### Try it
Up to and including the line that contains "translate:-50% -50%; white-space:nowrap;", write out every line of the entries exactly, beginning with the first. Omit the pictures.

### Input data
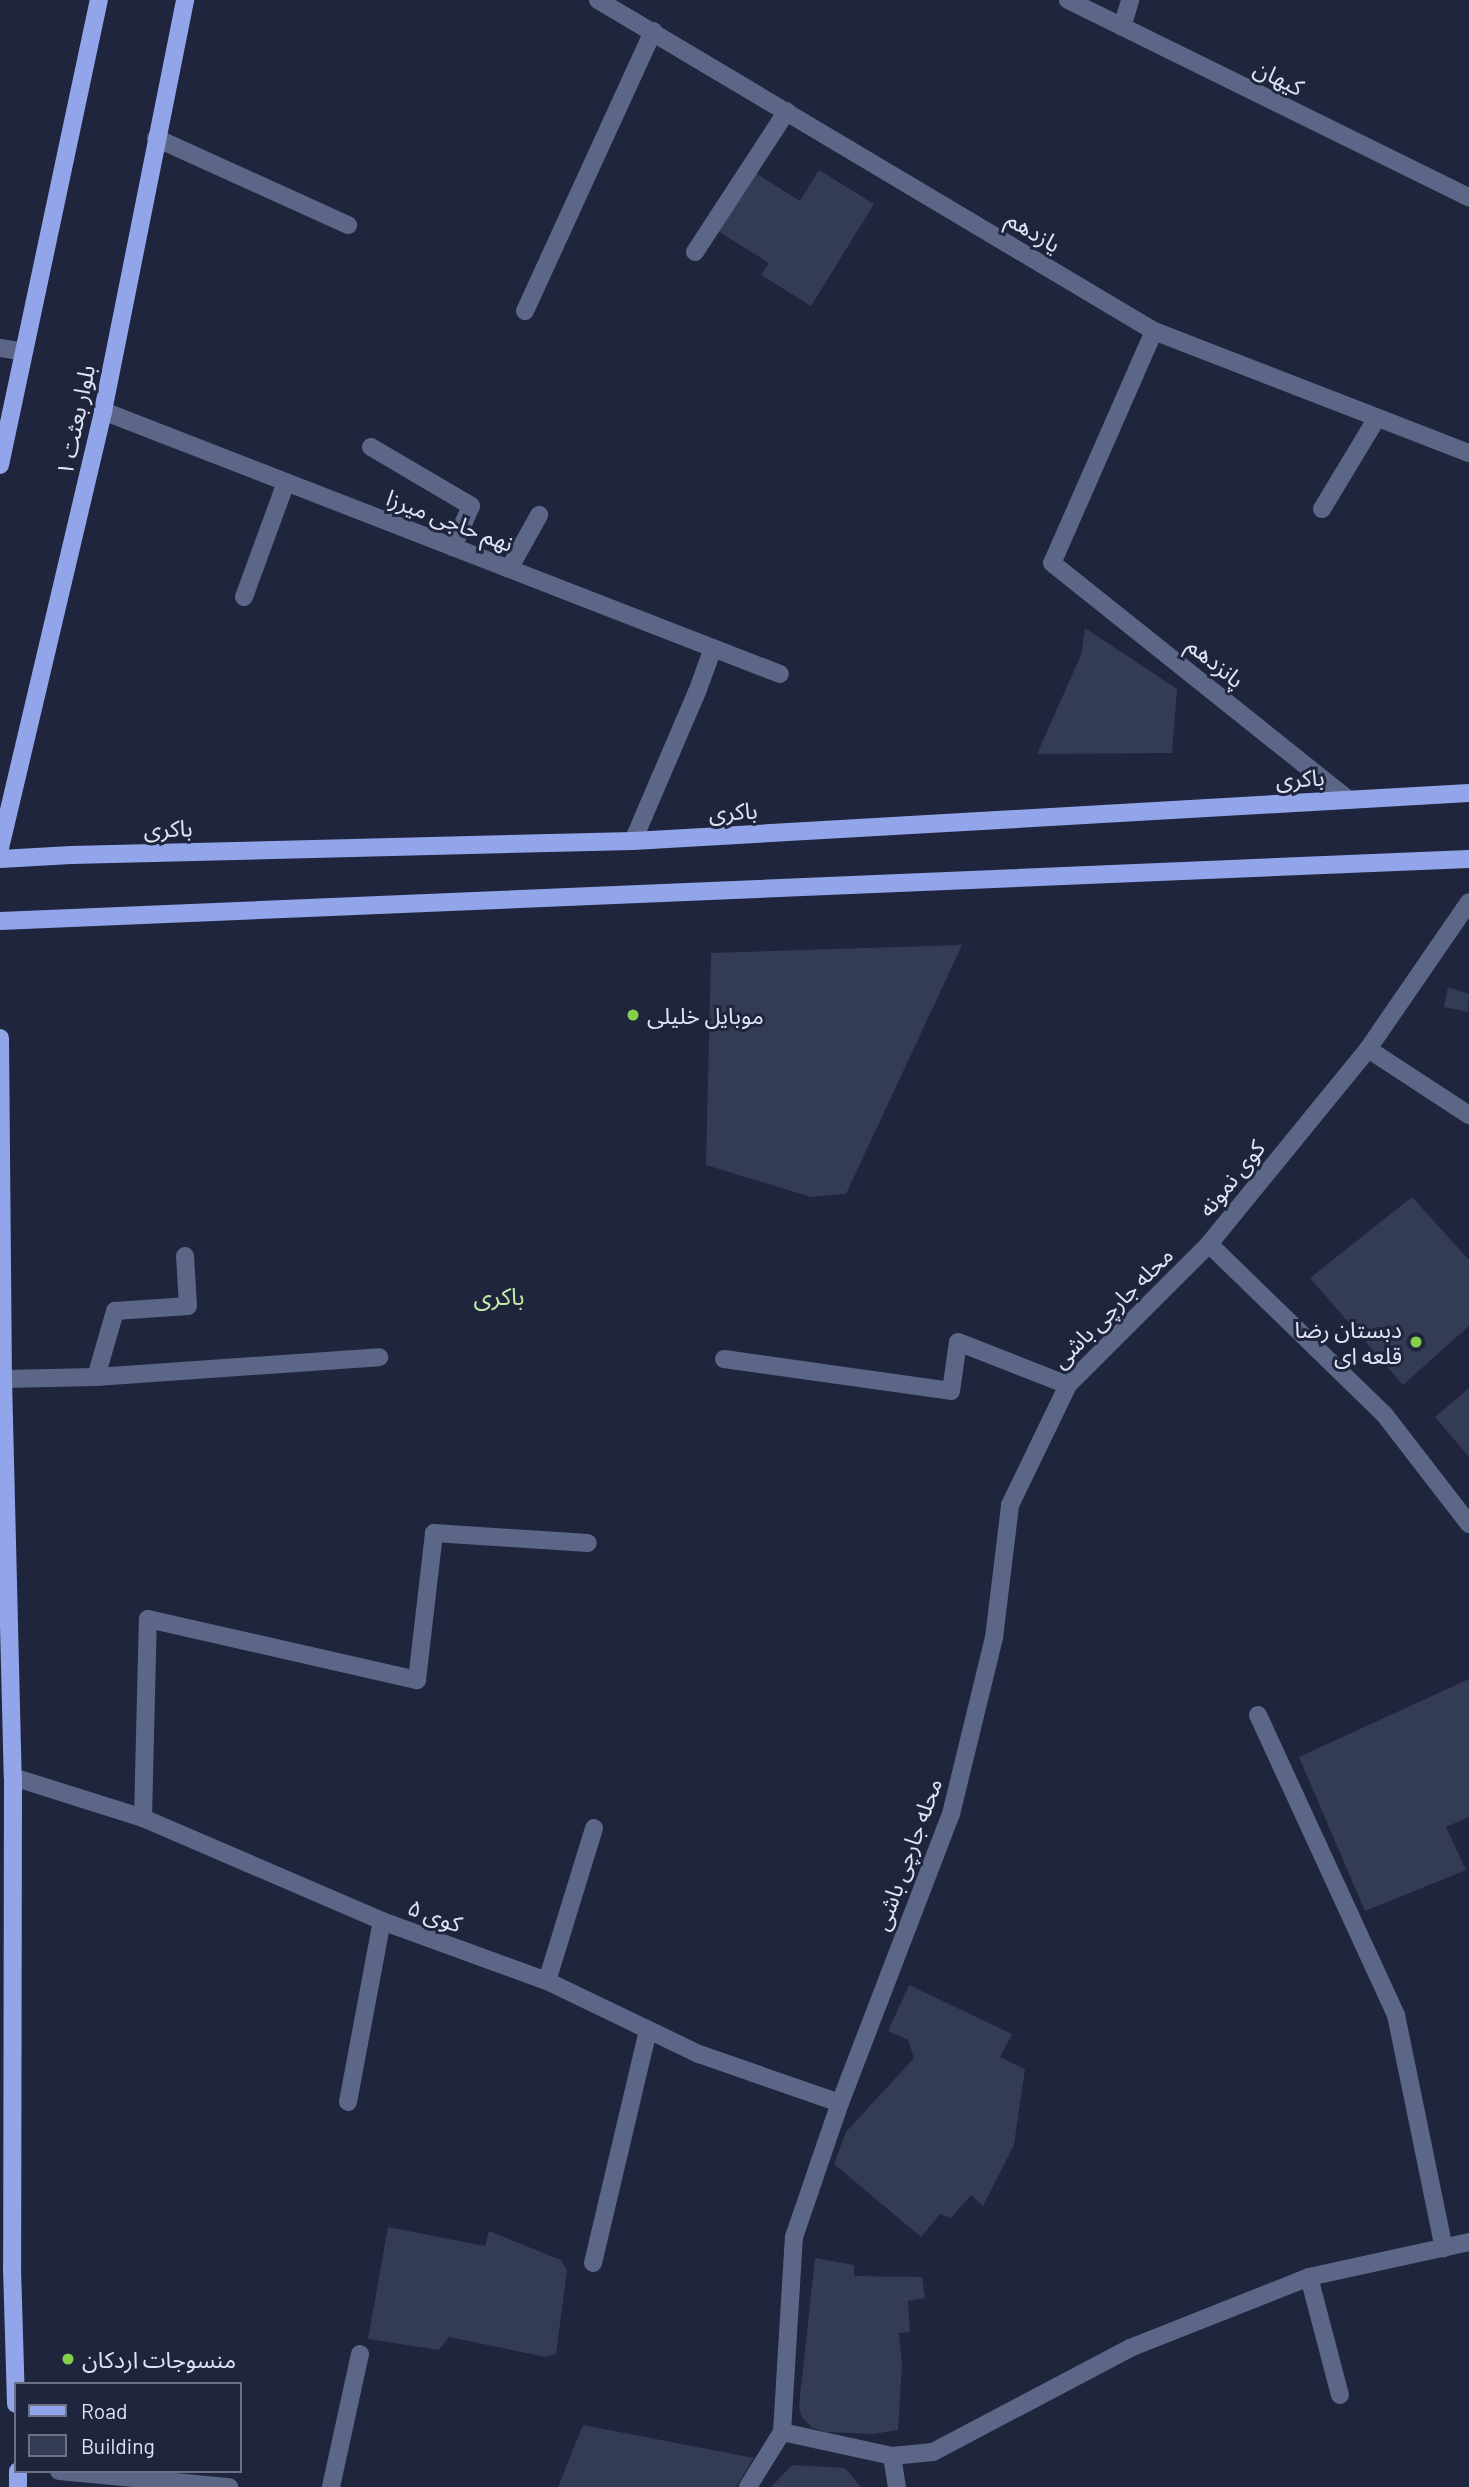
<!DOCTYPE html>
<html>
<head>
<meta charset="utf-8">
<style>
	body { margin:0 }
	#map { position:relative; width:1469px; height:2487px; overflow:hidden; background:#1f253c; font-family:Barlow,"Noto Sans Arabic",sans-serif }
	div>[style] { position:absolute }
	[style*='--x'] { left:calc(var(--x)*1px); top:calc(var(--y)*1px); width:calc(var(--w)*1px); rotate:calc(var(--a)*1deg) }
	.building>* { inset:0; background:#343b54 }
	.minor>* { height:18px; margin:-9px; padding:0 9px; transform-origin:9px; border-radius:9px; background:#5c6687 }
	.major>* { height:18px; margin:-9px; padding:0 9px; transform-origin:9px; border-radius:9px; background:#92a5ea }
	.dots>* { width:19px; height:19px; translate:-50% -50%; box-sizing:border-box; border:4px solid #1f253c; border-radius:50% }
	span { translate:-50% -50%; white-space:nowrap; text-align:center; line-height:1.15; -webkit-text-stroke:6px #1f253c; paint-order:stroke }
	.street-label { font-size:23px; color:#dfe4f4 }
	.poi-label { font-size:23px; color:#dfe4f4 }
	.left { translate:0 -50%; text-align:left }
	.right { translate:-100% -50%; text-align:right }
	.neighbourhood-label { font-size:24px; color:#c0eaa6 }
	.legend { position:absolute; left:14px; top:2382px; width:228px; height:91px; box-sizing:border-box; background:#1f253c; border:2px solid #6c7186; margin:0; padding:9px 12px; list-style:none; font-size:21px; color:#dfe4f4 }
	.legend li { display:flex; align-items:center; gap:14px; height:35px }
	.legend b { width:35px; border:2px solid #6c7186 }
</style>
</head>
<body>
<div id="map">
	<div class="building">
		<div style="clip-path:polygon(749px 169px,800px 201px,819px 170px,874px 204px,811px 306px,761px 275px,769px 263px,713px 228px)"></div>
		<div style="clip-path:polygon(1085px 628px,1177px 689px,1172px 753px,1037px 754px,1081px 655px)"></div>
		<div style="clip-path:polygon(962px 945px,846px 1194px,811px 1197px,706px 1165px,711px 953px)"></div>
		<div style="clip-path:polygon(1448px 987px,1469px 994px,1468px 1012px,1444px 1007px)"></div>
		<div style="clip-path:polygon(1412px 1197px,1469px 1260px,1469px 1326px,1403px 1385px,1310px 1278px)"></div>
		<div style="clip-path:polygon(1469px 1388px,1469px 1457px,1435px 1417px)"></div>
		<div style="clip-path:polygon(1469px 1679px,1469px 1817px,1446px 1827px,1466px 1870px,1365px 1911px,1299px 1757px)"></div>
		<div style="clip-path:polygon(909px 1985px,1012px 2034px,1000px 2057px,1025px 2069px,1014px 2145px,983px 2206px,971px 2195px,951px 2218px,940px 2214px,921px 2237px,834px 2164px,846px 2132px,914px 2058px,908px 2040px,888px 2031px)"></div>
		<div style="clip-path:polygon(388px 2227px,485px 2246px,489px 2231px,561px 2260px,567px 2270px,556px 2354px,546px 2357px,449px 2337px,439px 2350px,368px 2339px)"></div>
		<div style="clip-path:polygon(815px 2258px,854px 2265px,854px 2276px,922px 2277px,925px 2298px,908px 2301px,910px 2332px,899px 2333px,902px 2364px,898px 2430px,873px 2434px,826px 2432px,813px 2428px,802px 2418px,799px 2406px)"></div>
		<div style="clip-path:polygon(583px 2425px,754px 2458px,736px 2487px,558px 2487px)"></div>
		<div style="clip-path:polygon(792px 2465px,845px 2468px,861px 2487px,771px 2487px)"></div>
	</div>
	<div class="minor">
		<div style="--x:598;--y:0;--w:647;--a:30.77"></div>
		<div style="--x:1154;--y:331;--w:338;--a:21.2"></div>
		<div style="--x:1068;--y:0;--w:447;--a:26.2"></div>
		<div style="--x:1122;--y:27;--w:28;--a:-73"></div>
		<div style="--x:156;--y:138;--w:211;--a:24.4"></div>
		<div style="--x:695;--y:252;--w:168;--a:-56.9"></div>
		<div style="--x:525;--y:311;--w:308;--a:-65.4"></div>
		<div style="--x:1154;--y:331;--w:253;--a:113.7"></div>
		<div style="--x:1052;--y:563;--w:380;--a:38.6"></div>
		<div style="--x:0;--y:348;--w:24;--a:9"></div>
		<div style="--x:103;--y:411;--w:726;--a:21.23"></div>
		<div style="--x:371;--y:447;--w:116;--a:30.5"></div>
		<div style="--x:471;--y:506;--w:45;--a:113.7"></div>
		<div style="--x:1322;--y:509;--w:106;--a:-58.9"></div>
		<div style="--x:509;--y:569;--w:62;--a:-60.9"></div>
		<div style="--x:244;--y:597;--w:122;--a:-69.9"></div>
		<div style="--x:633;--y:841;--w:162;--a:-66.8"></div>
		<div style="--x:697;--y:692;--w:47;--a:-70"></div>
		<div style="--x:1368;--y:1049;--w:121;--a:33.2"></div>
		<div style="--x:1209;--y:1244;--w:244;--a:44.2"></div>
		<div style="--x:1384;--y:1414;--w:139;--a:52.3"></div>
		<div style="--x:724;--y:1359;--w:229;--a:8"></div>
		<div style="--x:951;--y:1391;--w:49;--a:-81.9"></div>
		<div style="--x:958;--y:1342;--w:118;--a:21.4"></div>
		<div style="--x:96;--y:1377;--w:69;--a:-73.9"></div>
		<div style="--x:115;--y:1311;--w:73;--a:-3.9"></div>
		<div style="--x:188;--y:1306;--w:50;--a:-93.4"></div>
		<div style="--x:3;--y:1379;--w:93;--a:-1.2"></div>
		<div style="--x:96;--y:1377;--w:284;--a:-4"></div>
		<div style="--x:1258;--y:1715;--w:330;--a:65.3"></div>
		<div style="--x:1396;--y:2015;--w:238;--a:78.4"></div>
		<div style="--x:13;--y:1777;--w:136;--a:17.5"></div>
		<div style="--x:143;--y:1818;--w:260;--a:23.3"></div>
		<div style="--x:382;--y:1921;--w:176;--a:20"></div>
		<div style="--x:547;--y:1981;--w:169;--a:25.7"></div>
		<div style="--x:699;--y:2054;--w:149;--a:19.2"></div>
		<div style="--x:143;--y:1818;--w:199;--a:-88.6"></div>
		<div style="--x:148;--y:1619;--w:276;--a:12.8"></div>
		<div style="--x:417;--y:1680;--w:148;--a:-83.4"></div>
		<div style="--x:434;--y:1533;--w:154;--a:3.7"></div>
		<div style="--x:547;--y:1981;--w:160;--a:-72.9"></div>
		<div style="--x:348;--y:2102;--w:184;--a:-79.4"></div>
		<div style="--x:593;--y:2263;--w:239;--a:-76.7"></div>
		<div style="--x:1309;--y:2277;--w:122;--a:75.3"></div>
		<div style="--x:782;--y:2432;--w:113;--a:12.3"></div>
		<div style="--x:892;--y:2456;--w:31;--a:81"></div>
		<div style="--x:892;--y:2456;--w:41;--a:-5.6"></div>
		<div style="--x:933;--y:2452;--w:223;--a:-27.8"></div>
		<div style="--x:1130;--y:2348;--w:193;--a:-21.6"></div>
		<div style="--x:1309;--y:2277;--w:164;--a:-12.3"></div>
		<div style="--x:59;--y:2471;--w:171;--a:5.4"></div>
		<div style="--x:331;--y:2487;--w:136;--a:-77.7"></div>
		<div style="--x:748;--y:2487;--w:65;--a:-58.3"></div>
		<div style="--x:782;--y:2432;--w:195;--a:-86.5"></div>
		<div style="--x:794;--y:2237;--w:142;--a:-71.1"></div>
		<div style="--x:840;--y:2103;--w:310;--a:-69"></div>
		<div style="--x:951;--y:1814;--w:181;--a:-76.3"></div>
		<div style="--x:994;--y:1638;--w:134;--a:-83.1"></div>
		<div style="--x:1010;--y:1505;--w:133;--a:-64.2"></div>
		<div style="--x:1068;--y:1385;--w:199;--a:-45"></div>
		<div style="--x:1209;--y:1244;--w:252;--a:-50.8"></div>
		<div style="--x:1368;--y:1049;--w:178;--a:-55.5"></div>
	</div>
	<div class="major">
		<div style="--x:0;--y:465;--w:475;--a:-78"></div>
		<div style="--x:0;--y:848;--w:449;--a:-76.7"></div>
		<div style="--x:103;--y:411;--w:419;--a:-78.7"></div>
		<div style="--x:0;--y:859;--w:71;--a:-3.2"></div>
		<div style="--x:71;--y:855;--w:562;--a:-1.43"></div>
		<div style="--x:633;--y:841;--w:837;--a:-3.29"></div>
		<div style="--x:0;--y:921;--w:1470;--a:-2.42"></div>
		<div style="--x:0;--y:1038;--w:341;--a:89.5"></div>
		<div style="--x:3;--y:1379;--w:398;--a:88.6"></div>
		<div style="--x:13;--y:1777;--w:491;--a:90.1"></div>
		<div style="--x:12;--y:2268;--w:136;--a:88.3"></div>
		<div style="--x:18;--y:2471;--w:16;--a:90"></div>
	</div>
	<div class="dots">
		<div style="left:633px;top:1015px;background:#86cf4b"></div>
		<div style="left:1416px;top:1342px;background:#86cf4b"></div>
		<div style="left:68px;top:2359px;background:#86cf4b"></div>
	</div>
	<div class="street-label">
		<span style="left:1279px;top:77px;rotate:26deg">کیهان</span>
		<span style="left:1034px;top:231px;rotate:31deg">یازدهم</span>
		<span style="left:75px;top:420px;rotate:-78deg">بلوار بعثت ۱</span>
		<span style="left:450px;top:520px;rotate:21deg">نهم حاجی میرزا</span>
		<span style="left:1216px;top:662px;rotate:39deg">پانزدهم</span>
		<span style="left:1300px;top:778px;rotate:-3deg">باکری</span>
		<span style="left:733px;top:811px;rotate:-3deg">باکری</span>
		<span style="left:168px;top:828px;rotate:-1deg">باکری</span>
		<span style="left:1231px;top:1178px;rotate:-51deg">کوی نمونه</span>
		<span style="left:1112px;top:1307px;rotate:-45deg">محله جارچی باشی</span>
		<span style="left:907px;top:1854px;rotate:-70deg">محله جارچی باشی</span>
		<span style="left:435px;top:1915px;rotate:20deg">کوی ۵</span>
	</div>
	<div class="poi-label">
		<span class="left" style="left:647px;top:1015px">موبایل خلیلی</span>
		<span class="right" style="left:1402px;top:1342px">دبستان رضا<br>قلعه ای</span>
		<span class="left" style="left:82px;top:2359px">منسوجات اردکان</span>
	</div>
	<div class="neighbourhood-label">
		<span style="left:499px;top:1296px">باکری</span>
	</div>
	<ul class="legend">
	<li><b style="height:9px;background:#92a5ea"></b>Road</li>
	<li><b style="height:19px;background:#343b54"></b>Building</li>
	</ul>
</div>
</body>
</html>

### Answer to this task
<!DOCTYPE html>
<html>
<head>
<meta charset="utf-8">
<style>
	body { margin:0 }
	#map { position:relative; width:1469px; height:2487px; overflow:hidden; background:#1f253c; font-family:Barlow,"Noto Sans Arabic",sans-serif }
	div>[style] { position:absolute }
	[style*='--x'] { left:calc(var(--x)*1px); top:calc(var(--y)*1px); width:calc(var(--w)*1px); rotate:calc(var(--a)*1deg) }
	.building>* { inset:0; background:#343b54 }
	.minor>* { height:18px; margin:-9px; padding:0 9px; transform-origin:9px; border-radius:9px; background:#5c6687 }
	.major>* { height:18px; margin:-9px; padding:0 9px; transform-origin:9px; border-radius:9px; background:#92a5ea }
	.dots>* { width:19px; height:19px; translate:-50% -50%; box-sizing:border-box; border:4px solid #1f253c; border-radius:50% }
	span { translate:-50% -50%; white-space:nowrap; text-align:center; line-height:1.15; -webkit-text-stroke:6px #1f253c; paint-order:stroke }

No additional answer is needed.